Mayor Michelle Wu, a former council colleague who appointed Bok to the BHA role, committed $50 million to the Mildred C. Hailey Apartments a few months into taking mayoral office. About $1.6 billion of the governor’s proposed housing bond bill is targeted at repairing, rehabilitating, and modernizing the state’s more than 43,000 public housing units – “an area that’s been, frankly, really critically under-resourced for decades and decades,” Bok noted. 

“And then you’ve got a federal government where again, you’ve got decades and decades of disinvestment. We can’t hide that,” she said. 

But there, too, the tide has shifted on public housing, with federal money through the Inflation Reduction Act pouring down to the states with opportunities for climate resiliency improvements for public units. It’s pointing needed funding and attention to the climate aspect of housing, with cities like Boston committing to phasing out reliance on fossil fuels in public housing by 2030.

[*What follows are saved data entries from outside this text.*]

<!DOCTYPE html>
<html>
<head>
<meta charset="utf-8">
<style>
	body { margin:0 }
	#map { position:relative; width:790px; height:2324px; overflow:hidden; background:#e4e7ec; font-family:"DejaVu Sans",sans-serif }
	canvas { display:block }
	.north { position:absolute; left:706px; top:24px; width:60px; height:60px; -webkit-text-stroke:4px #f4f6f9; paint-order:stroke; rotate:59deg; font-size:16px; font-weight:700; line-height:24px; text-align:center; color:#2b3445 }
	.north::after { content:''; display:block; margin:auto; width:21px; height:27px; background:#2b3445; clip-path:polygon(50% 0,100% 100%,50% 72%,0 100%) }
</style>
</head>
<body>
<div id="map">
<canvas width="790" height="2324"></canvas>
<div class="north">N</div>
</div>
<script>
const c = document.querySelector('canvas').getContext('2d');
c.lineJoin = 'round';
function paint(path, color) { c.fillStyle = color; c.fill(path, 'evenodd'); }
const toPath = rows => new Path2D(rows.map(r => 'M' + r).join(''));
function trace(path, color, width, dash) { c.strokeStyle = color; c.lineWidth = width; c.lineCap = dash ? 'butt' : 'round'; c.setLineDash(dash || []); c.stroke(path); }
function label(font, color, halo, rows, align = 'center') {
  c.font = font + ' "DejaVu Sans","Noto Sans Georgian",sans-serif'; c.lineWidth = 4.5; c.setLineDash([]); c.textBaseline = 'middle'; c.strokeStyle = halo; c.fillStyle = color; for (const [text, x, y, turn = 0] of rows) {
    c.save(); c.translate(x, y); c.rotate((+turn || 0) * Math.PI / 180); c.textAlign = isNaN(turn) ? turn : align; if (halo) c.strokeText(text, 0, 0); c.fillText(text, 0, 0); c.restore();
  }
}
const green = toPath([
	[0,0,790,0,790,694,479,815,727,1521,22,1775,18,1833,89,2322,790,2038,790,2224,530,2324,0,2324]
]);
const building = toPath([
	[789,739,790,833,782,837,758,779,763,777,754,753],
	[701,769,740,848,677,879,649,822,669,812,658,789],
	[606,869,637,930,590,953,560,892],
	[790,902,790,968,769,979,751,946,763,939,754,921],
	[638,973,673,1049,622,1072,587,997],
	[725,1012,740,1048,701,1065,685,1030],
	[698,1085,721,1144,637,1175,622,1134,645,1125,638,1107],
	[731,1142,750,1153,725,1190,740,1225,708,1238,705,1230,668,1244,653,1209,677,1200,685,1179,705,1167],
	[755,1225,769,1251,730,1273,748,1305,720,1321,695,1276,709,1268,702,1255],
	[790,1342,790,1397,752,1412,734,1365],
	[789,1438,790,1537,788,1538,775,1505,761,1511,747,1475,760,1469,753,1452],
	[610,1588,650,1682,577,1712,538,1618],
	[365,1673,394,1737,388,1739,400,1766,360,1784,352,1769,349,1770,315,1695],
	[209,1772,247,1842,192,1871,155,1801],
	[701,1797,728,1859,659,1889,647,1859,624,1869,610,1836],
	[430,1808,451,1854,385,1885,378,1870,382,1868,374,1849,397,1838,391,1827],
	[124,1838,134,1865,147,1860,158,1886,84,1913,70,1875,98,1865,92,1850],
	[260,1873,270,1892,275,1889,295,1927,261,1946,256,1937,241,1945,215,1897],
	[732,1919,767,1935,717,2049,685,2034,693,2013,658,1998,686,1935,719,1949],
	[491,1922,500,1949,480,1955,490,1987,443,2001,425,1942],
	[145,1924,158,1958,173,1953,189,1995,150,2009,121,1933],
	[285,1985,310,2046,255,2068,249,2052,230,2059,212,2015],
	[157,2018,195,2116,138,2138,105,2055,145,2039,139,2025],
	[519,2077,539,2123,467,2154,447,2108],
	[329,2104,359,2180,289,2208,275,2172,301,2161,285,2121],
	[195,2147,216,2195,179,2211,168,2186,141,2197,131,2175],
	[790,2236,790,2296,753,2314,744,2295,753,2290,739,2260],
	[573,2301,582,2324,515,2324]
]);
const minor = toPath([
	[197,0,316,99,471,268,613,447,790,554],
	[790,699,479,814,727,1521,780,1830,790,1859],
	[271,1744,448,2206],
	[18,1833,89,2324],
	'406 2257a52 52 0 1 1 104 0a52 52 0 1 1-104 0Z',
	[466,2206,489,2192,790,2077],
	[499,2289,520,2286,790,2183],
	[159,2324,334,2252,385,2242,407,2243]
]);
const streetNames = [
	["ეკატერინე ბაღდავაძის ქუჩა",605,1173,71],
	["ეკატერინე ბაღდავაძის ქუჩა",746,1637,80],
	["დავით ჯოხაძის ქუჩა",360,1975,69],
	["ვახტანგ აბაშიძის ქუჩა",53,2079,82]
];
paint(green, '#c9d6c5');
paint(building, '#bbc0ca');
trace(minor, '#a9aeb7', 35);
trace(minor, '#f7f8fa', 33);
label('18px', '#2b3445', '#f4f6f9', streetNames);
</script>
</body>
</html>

“We’re really excited about that, and it’s a really urgent goal, and it means that we have to spend every day working on it,” she said. The resources are there at the federal level, so “shame on us if we don’t chase those for the public housing portfolio. But I also think that putting public housing first in the green retrofit world, it’s partly about equity.”

The BHA serves very low-income, disproportionately Black and Brown Bostonians, Bok noted. Prioritizing public housing for green retrofitting is an environmental justice goal, “but also one of the ways that we on the public side can most impact the private market is by creating a market ourselves and by leading where they should follow,” she said.